Si possono ravvisare almeno due fabulae incassate. L’una riguarda l’agente (grammaticalmente implicito) e cioè |ego| intelligo (io comprendo), che compie l’azione di comprendere, e quindi passa da una situazione di conoscenza confusa a uno di conoscenza più chiara di cosa sia Dio. Da notare che se intelligo viene interpretato come capisco o riconosco, Dio rimane un oggetto non modificato dell’azione. Ma se con lo stesso predicato si intende Io voglio dire, allora l’agente, ego, istituisce attraverso l’atto della propria definizione il proprio oggetto come unità culturale, ovvero lo fa essere.
Questo oggetto è il soggetto della fabula incassata. È un soggetto che compie un’azione mediante la quale, per il fatto stesso di essere, esso esiste.
Pare che, in questa vicenda della natura divina, nulla accada, perché non vi è alcun lasso temporale tra l’attuazione dell’essenza (essentia) e l’attuazione dell’esistenza (existentiam). Né l’essere pare un’azione tale che attuandola si abbia l’esistere.
Tranquilli, si è scelto questo esempio proprio come caso limite.

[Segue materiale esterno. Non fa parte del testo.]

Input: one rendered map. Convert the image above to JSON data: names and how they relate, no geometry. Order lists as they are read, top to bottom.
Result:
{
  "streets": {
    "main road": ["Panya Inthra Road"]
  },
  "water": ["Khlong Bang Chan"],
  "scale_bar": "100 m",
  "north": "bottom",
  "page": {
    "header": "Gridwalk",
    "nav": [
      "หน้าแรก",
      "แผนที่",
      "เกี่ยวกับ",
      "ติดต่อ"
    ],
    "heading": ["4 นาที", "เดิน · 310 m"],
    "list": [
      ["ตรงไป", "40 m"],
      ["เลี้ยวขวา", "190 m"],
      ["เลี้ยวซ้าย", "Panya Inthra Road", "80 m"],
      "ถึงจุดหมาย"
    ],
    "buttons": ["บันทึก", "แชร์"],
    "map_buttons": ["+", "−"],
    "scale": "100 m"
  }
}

In questa storia sia azione che decorso temporale sono a un grado zero (uguale a infinito). Dio agisce sempre automanifestandosi ed esiste sempre, sempre producendo il fatto che esiste per il fatto stesso che è. Poco, pochissimo, per un romanzo d’avventura, ma abbastanza perché si diano, a grado zero, le condizioni essenziali di una fabula. Troppe puntate, nessun colpo di scena, ma dipende anche dalla sensibilità del lettore. Il Lettore Modello di una storia del genere è un mistico o un metafisico, un tipo umano di cooperatore testuale capace di provare intense emozioni davanti a questa non vicenda che non cessa di stupirlo per il suo carattere singolarissimo. Per gli altri lettori non significa nulla. L’Amor dei Intellectualis è una fiera passione ed esiste l’inesausta sorpresa del riconoscimento della Necessità.
Se vogliamo, la fabula è così trasparente che riconduce a una vicenda immobile di puri attanti: e alla costituzione di una struttura di mondi con un solo individuo che possiede tutte le proprietà e a cui tutti i mondi possibili sono accessibili.
D’altra parte è sempre possibile avvicinare da un punto di vista di costruzione narrativa anche testi che non contengono alcuna fabula. È quello che in modo mirabile ha fatto Greimas nel 1975 analizzando un discorso non figurativo, cioè l’introduzione di Dumezil al suo Naissance d’Archange (saggio sulla nascita della teologia zoroastriana). Dove il testo scientifico non manifesta soltanto una organizzazione discorsiva, ma anche una organizzazione narrativa fatta di colpi di scena scientifici o accademici, lotta con gli opponenti, vittorie e sconfitte. È la storia della costruzione di un testo e della messa in opera di una strategia cui non mancano volontà persuasive, con un soggetto agente che alla fine pretende di personificare la Scienza stessa.
Suggerimento molto importante che può portarci a rileggere tutti i testi argomentativi come la storia di una battaglia persuasiva (a volte molto sottile) giocata e vinta. Almeno fino a quando un’analisi del testo non ne metta a nudo gli artifici.
Da Lector in Fabula di Umberto Eco, Bompiani.